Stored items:
# # # #
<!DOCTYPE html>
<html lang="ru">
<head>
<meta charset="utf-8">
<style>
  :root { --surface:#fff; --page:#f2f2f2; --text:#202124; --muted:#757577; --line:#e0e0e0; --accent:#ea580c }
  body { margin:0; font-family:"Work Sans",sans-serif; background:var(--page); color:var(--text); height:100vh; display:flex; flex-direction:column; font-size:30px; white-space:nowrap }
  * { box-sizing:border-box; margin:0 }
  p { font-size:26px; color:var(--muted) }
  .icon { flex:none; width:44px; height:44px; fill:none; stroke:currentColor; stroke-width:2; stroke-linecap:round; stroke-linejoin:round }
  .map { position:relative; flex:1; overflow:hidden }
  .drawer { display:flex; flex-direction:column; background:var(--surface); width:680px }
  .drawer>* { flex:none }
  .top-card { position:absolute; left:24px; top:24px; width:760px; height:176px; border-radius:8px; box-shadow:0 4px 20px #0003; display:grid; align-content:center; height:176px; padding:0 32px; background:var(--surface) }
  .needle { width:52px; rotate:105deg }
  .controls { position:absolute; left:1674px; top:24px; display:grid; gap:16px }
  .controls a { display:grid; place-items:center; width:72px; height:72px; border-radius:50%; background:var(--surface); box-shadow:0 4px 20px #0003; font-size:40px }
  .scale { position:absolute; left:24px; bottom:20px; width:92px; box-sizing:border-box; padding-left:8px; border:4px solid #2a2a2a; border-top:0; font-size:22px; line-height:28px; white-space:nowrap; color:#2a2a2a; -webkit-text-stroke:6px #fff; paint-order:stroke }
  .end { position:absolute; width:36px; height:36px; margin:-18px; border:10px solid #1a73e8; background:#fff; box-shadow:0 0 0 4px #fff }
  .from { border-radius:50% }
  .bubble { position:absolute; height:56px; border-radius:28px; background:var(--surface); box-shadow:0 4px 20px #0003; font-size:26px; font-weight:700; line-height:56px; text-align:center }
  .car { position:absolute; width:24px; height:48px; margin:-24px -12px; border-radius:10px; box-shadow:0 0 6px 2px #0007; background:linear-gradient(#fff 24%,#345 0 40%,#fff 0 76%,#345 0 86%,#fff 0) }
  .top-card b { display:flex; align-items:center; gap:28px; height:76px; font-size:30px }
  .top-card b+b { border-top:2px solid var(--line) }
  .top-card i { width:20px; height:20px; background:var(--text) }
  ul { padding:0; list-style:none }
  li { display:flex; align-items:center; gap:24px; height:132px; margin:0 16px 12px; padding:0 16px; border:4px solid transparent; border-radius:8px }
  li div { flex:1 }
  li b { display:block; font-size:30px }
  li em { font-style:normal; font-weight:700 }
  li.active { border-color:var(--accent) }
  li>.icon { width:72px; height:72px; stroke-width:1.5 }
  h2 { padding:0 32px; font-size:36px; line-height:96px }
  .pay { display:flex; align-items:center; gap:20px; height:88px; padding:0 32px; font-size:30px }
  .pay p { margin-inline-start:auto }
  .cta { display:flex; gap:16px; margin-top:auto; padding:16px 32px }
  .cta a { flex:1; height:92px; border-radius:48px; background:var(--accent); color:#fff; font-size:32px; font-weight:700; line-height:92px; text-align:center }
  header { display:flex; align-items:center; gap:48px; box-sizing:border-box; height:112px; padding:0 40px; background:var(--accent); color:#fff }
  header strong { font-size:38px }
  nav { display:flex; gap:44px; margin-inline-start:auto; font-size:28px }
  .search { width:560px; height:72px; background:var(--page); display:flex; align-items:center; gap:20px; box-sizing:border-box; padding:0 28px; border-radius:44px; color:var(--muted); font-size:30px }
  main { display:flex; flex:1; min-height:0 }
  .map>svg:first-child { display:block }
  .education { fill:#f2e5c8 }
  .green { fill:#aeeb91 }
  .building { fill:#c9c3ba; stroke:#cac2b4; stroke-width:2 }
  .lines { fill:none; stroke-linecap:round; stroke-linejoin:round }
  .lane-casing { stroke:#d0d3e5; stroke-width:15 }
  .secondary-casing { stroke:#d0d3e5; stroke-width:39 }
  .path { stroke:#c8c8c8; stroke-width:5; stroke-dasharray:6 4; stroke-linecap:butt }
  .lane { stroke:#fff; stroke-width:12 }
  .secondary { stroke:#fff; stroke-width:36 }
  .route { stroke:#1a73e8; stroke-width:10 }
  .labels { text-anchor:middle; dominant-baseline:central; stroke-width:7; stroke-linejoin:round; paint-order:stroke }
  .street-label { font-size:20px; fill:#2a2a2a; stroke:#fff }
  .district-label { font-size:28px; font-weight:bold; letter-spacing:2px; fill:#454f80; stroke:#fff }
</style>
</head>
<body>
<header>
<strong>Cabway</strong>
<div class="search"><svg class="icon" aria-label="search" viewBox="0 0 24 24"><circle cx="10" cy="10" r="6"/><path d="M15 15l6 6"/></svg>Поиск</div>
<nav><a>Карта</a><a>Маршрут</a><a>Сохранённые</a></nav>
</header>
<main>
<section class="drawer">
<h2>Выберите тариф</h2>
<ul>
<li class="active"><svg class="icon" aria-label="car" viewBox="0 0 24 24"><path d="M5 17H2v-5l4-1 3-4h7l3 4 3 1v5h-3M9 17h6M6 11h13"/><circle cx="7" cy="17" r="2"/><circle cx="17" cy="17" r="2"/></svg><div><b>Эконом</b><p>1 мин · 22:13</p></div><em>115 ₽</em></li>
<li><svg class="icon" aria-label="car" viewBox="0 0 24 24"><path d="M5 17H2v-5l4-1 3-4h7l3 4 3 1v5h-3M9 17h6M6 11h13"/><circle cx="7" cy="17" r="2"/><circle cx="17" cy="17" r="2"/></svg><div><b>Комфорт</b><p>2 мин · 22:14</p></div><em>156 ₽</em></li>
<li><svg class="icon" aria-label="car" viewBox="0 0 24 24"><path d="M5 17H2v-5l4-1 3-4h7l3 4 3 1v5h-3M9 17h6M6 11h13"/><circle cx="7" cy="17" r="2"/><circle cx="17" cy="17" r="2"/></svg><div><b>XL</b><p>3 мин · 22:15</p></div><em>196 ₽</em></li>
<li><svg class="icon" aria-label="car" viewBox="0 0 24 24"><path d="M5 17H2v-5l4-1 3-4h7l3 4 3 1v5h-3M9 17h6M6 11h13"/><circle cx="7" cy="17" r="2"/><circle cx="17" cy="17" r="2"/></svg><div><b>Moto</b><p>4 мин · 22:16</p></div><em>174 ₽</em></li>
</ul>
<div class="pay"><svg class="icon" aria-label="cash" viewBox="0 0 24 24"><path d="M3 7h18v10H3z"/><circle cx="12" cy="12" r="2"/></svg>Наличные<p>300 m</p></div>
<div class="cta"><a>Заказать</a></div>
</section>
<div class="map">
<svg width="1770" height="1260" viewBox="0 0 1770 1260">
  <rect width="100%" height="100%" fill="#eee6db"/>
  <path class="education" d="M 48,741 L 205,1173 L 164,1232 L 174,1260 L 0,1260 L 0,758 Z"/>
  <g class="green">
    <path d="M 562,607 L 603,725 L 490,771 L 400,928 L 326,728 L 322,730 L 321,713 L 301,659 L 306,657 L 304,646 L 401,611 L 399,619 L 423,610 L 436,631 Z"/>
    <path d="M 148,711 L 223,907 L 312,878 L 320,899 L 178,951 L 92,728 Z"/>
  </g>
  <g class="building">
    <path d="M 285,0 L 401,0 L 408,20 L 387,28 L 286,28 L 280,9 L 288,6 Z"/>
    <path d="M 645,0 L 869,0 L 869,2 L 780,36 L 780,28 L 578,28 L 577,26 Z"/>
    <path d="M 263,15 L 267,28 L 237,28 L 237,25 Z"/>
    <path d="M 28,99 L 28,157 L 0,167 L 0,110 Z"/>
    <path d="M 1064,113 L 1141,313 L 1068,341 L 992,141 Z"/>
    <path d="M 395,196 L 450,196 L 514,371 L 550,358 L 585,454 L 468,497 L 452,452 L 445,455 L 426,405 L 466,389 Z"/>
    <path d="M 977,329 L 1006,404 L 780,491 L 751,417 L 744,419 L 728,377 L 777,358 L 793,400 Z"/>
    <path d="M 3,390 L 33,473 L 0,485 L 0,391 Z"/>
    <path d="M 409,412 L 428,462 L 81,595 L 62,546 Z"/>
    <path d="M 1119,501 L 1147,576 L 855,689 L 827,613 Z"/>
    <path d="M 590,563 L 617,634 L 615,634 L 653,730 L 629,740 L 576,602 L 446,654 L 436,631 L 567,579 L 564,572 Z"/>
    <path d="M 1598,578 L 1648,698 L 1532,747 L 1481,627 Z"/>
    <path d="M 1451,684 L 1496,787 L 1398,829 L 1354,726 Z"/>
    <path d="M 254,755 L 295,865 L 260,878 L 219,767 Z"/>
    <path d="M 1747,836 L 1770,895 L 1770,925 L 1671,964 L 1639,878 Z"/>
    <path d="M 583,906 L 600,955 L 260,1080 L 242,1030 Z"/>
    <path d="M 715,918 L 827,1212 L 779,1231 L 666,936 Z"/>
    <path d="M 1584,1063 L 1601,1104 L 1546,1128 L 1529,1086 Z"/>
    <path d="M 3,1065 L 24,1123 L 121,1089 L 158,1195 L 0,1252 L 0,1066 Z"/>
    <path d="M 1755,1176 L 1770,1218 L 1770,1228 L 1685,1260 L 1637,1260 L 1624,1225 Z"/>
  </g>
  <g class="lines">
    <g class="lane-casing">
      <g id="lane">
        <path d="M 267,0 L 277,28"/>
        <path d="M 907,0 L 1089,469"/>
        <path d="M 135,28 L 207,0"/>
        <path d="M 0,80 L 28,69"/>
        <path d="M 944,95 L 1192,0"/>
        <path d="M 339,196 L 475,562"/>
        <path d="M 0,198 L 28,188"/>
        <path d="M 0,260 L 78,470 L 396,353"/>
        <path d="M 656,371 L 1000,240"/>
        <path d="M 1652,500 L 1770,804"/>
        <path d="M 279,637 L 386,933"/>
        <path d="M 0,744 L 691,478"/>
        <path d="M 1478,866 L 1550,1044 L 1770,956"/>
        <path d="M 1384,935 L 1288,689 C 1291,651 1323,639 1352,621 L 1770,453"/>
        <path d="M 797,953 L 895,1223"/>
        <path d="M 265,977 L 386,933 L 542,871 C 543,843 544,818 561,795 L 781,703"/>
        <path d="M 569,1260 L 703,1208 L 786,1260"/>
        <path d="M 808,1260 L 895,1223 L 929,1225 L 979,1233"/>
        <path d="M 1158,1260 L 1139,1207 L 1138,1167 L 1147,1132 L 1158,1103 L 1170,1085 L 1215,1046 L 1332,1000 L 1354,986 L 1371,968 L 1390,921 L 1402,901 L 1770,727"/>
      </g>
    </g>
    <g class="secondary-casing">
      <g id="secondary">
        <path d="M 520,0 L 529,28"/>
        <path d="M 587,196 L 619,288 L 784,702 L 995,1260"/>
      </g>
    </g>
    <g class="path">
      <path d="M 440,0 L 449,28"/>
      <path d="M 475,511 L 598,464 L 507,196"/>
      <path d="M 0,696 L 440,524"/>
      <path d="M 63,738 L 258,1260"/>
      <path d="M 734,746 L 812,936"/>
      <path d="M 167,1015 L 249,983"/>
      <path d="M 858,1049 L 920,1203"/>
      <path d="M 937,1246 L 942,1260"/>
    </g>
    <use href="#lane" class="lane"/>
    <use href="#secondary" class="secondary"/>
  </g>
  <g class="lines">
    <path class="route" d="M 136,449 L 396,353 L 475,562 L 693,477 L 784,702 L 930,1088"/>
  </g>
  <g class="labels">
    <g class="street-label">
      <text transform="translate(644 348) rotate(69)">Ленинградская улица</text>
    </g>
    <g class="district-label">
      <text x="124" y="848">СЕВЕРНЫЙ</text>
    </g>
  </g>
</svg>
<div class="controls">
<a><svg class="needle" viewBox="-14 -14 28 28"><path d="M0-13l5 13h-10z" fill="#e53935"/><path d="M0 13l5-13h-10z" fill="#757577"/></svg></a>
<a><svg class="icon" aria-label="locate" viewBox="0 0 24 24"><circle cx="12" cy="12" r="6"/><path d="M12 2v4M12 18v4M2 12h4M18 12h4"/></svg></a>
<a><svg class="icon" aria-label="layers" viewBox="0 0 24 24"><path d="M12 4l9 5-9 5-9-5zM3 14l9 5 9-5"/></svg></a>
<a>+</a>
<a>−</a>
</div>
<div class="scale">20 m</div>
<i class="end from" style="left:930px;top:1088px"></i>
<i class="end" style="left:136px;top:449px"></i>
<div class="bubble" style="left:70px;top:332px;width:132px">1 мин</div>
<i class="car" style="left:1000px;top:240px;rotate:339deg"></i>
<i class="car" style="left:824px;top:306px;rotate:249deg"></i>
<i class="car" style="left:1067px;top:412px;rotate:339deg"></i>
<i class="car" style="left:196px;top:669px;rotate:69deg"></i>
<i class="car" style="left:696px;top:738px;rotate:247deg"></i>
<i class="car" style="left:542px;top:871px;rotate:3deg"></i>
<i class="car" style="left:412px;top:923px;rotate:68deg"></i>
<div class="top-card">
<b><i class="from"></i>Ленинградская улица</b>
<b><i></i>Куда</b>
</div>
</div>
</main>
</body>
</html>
# # # #
YOUR INSTRUCTIONS:
Print the lines above, unchanged, from the start of the records to the line with "--surface:#fff; --page:#f2f2f2; --text:#202124;", including that final line.

RESPONSE AREA:
<!DOCTYPE html>
<html lang="ru">
<head>
<meta charset="utf-8">
<style>
  :root { --surface:#fff; --page:#f2f2f2; --text:#202124; --muted:#757577; --line:#e0e0e0; --accent:#ea580c }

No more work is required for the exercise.